• _WHAT NEEDS TO BE DONE_:
Your task is to quote the listing below exactly, beginning with its first line and ending on the line bearing "solid #fff;border-radius:50%;background:#1a73e8;box-shadow:0 0".

• _DATA RECORDS_:
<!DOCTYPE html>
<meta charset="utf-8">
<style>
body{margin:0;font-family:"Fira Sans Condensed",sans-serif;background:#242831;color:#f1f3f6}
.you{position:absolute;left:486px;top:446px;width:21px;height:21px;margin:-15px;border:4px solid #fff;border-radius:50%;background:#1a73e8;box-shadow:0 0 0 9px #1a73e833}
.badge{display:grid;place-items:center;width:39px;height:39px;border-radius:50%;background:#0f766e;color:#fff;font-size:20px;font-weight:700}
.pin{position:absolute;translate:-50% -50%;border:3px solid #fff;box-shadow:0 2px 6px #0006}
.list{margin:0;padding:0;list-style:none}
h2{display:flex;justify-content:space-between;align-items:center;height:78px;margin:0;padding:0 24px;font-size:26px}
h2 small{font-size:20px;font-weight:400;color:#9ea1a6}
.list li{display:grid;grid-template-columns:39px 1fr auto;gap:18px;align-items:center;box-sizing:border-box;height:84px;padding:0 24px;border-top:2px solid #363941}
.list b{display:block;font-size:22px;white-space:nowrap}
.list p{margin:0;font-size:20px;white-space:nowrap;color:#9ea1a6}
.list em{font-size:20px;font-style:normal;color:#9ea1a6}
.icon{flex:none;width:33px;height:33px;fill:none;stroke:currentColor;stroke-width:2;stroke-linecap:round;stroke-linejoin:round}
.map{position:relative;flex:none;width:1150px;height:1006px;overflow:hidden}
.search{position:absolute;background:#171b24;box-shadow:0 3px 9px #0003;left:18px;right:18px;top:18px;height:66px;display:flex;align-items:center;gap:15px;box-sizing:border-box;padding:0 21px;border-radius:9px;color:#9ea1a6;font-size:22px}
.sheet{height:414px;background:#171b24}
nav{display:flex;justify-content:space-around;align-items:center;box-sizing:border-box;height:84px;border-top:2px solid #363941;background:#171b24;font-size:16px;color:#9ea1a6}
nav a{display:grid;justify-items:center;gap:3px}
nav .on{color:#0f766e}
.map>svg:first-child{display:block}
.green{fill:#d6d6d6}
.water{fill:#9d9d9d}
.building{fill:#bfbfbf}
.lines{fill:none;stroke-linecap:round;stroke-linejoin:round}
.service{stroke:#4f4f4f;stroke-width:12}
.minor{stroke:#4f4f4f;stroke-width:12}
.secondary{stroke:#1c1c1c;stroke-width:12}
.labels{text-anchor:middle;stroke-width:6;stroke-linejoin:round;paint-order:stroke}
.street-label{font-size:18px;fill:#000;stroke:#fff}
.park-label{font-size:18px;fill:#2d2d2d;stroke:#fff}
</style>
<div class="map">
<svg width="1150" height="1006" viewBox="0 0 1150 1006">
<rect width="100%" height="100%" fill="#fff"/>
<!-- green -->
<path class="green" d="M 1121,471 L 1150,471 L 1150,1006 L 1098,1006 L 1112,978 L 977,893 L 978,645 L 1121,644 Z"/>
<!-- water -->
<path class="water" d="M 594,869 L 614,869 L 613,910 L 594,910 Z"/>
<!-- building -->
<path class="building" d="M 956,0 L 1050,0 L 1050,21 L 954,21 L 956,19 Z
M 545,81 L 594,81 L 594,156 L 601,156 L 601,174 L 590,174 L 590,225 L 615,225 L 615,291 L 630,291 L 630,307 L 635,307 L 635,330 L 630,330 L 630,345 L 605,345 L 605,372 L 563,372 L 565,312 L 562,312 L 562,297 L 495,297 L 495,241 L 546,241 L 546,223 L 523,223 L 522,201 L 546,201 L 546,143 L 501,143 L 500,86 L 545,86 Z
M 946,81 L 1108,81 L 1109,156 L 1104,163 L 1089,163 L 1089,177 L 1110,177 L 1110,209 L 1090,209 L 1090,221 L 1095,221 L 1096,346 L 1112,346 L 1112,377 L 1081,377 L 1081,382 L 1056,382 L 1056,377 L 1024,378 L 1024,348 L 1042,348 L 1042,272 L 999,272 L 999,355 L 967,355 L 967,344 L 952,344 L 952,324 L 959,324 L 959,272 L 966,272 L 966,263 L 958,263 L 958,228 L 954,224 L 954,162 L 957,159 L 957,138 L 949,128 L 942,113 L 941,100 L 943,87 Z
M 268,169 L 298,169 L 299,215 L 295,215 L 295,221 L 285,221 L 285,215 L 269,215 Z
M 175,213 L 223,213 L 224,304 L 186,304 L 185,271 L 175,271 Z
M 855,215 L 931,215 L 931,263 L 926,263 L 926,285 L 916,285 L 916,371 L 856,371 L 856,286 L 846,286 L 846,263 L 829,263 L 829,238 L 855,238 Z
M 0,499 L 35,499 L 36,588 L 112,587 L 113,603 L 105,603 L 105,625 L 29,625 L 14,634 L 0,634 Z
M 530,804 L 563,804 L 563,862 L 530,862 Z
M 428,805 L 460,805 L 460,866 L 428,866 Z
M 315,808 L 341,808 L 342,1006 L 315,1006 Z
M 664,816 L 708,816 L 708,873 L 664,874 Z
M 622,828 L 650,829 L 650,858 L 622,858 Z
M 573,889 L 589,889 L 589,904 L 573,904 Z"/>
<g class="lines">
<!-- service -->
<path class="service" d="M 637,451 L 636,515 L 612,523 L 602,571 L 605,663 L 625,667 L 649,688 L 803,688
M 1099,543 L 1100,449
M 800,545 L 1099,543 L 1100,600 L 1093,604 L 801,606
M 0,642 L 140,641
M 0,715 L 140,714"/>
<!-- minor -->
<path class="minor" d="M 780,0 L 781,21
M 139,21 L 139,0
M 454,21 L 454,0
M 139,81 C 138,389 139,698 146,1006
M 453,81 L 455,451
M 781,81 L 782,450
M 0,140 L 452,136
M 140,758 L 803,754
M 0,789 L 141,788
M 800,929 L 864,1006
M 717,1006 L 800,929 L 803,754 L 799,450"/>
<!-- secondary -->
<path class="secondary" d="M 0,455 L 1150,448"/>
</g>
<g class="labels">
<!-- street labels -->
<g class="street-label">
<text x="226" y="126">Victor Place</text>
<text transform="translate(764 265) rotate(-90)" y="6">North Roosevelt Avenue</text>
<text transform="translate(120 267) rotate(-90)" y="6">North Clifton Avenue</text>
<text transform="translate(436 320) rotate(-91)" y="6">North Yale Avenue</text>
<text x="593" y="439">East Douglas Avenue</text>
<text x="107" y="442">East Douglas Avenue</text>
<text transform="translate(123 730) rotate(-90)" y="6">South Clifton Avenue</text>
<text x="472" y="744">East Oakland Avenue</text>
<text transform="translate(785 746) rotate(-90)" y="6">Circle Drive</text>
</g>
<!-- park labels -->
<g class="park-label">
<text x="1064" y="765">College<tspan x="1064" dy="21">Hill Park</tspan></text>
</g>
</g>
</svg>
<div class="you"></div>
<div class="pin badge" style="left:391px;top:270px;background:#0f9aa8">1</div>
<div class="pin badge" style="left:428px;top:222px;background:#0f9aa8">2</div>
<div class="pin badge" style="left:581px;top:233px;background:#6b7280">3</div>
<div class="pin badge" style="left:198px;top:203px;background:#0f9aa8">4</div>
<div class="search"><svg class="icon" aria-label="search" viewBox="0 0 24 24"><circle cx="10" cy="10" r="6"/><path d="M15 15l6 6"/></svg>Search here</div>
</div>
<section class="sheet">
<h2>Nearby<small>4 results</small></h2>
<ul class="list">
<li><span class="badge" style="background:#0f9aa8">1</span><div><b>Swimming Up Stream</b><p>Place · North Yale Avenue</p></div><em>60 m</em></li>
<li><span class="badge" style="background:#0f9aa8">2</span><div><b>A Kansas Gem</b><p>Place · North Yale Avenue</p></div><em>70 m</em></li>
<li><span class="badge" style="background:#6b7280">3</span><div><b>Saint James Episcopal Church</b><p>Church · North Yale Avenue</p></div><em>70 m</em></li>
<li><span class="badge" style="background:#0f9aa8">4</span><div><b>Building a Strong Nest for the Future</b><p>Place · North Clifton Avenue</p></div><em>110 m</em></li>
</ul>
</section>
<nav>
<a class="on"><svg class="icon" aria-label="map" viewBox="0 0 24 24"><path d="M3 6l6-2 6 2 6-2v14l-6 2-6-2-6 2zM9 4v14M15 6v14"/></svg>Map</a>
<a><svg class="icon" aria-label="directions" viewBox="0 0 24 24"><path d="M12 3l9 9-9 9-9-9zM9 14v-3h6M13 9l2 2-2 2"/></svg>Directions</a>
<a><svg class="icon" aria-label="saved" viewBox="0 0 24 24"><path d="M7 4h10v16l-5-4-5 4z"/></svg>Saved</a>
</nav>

• _FINAL ANSWER_:
<!DOCTYPE html>
<meta charset="utf-8">
<style>
body{margin:0;font-family:"Fira Sans Condensed",sans-serif;background:#242831;color:#f1f3f6}
.you{position:absolute;left:486px;top:446px;width:21px;height:21px;margin:-15px;border:4px solid #fff;border-radius:50%;background:#1a73e8;box-shadow:0 0 0 9px #1a73e833}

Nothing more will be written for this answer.